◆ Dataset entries

((

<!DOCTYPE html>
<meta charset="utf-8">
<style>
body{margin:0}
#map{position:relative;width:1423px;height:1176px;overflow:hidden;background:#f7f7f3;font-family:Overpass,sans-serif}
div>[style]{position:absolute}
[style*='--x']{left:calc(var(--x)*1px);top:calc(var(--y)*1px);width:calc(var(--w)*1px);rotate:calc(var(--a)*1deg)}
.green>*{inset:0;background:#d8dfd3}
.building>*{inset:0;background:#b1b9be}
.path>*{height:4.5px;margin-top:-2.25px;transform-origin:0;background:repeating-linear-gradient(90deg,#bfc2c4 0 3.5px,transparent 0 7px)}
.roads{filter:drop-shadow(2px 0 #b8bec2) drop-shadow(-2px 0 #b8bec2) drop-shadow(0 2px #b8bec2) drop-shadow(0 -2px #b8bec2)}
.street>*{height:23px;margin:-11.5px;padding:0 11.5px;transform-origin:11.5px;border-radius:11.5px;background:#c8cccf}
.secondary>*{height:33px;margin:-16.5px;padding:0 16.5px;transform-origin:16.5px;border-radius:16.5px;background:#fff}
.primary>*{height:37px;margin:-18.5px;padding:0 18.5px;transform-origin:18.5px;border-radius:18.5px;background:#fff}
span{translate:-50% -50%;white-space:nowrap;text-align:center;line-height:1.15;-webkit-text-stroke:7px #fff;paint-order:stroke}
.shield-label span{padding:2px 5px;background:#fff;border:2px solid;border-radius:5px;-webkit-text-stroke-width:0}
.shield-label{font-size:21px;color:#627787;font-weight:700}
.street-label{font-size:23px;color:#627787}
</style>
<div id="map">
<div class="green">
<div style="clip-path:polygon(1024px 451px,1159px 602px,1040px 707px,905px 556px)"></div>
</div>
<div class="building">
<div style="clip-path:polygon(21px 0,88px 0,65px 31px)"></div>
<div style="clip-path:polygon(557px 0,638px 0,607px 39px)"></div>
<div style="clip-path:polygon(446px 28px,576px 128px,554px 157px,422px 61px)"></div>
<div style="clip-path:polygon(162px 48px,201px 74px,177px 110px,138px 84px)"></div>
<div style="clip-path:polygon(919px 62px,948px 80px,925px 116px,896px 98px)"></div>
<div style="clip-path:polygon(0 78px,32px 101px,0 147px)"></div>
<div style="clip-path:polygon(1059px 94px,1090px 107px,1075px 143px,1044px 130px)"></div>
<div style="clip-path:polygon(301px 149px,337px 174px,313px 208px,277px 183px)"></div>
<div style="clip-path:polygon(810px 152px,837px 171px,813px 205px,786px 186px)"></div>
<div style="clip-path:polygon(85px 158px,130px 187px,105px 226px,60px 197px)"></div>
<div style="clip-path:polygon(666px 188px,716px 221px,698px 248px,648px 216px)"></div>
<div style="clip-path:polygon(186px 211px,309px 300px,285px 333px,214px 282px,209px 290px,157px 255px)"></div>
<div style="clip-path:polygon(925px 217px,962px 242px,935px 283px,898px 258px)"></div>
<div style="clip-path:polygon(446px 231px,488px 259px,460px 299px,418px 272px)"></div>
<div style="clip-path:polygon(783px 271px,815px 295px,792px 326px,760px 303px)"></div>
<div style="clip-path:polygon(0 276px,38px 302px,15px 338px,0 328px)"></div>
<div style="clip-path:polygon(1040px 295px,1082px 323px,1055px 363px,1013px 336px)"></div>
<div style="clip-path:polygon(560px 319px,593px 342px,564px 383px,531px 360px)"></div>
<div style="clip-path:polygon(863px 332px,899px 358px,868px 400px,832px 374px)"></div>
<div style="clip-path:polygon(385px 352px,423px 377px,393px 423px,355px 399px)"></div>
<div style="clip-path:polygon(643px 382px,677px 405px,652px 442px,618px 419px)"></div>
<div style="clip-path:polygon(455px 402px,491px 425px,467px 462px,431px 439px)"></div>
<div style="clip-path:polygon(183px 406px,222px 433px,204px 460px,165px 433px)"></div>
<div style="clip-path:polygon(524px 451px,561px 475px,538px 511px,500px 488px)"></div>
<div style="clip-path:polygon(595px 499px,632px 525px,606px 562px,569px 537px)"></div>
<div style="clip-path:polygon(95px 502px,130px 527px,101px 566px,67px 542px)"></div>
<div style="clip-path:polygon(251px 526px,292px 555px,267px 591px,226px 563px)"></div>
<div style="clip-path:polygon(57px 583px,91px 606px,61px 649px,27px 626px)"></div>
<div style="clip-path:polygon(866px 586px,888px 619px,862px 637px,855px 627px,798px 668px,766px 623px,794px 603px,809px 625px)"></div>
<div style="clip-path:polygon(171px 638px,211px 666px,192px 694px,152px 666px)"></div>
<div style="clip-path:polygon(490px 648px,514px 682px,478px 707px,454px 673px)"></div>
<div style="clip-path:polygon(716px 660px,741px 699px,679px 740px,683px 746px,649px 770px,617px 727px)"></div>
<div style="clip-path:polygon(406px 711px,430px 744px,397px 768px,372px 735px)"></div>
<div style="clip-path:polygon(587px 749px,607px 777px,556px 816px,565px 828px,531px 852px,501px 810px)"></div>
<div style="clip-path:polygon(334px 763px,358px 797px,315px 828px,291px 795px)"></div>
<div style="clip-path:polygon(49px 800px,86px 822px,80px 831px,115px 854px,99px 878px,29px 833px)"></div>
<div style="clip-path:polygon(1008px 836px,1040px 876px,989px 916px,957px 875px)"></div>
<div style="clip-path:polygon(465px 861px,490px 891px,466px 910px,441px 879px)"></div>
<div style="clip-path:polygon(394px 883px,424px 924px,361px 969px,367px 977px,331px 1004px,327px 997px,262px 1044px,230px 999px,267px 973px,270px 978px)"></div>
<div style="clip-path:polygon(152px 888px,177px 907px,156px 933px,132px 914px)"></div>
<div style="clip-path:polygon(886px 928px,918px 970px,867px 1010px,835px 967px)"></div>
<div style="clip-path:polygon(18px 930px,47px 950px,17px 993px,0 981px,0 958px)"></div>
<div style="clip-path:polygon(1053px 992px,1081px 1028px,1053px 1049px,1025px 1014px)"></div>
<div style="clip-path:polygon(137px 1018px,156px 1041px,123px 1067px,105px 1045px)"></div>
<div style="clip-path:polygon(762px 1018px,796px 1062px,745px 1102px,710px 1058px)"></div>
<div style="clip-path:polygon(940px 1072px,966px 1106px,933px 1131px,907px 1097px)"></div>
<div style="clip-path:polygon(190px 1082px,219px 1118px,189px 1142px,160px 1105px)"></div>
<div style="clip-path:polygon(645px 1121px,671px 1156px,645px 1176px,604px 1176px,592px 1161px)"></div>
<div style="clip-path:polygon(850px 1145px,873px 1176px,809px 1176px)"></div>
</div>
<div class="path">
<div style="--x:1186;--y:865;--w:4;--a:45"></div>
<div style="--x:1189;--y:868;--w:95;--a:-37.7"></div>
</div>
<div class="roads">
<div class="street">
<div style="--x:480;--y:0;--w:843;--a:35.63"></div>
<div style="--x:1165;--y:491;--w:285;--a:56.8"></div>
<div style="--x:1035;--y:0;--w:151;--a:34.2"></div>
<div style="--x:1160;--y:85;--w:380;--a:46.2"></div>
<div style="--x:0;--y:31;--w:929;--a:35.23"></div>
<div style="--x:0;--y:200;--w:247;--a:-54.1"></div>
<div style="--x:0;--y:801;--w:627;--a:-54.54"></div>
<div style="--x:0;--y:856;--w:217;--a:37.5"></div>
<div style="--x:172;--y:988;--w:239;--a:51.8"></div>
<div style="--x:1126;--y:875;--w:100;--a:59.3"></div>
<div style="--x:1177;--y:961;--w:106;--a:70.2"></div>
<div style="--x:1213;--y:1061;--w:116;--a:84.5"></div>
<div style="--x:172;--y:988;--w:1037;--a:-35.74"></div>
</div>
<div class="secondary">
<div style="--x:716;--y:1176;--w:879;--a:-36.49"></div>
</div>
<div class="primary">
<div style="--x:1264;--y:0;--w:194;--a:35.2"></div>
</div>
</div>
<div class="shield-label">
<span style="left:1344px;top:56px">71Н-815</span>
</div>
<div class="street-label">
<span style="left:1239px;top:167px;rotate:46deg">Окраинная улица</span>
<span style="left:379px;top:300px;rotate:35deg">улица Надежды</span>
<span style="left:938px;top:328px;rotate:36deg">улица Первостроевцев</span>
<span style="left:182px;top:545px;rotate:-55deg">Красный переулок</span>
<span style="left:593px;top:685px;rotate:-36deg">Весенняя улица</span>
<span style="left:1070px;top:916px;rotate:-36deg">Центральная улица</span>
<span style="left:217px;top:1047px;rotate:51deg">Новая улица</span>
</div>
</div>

))

◆ AIM OF THE EXERCISE
The answer must consist solely of the lines from the first line of the data to the line holding "0 #b8bec2) drop-shadow(-2px", each given again exactly.

◆ ANSWER TO THIS TASK
<!DOCTYPE html>
<meta charset="utf-8">
<style>
body{margin:0}
#map{position:relative;width:1423px;height:1176px;overflow:hidden;background:#f7f7f3;font-family:Overpass,sans-serif}
div>[style]{position:absolute}
[style*='--x']{left:calc(var(--x)*1px);top:calc(var(--y)*1px);width:calc(var(--w)*1px);rotate:calc(var(--a)*1deg)}
.green>*{inset:0;background:#d8dfd3}
.building>*{inset:0;background:#b1b9be}
.path>*{height:4.5px;margin-top:-2.25px;transform-origin:0;background:repeating-linear-gradient(90deg,#bfc2c4 0 3.5px,transparent 0 7px)}
.roads{filter:drop-shadow(2px 0 #b8bec2) drop-shadow(-2px 0 #b8bec2) drop-shadow(0 2px #b8bec2) drop-shadow(0 -2px #b8bec2)}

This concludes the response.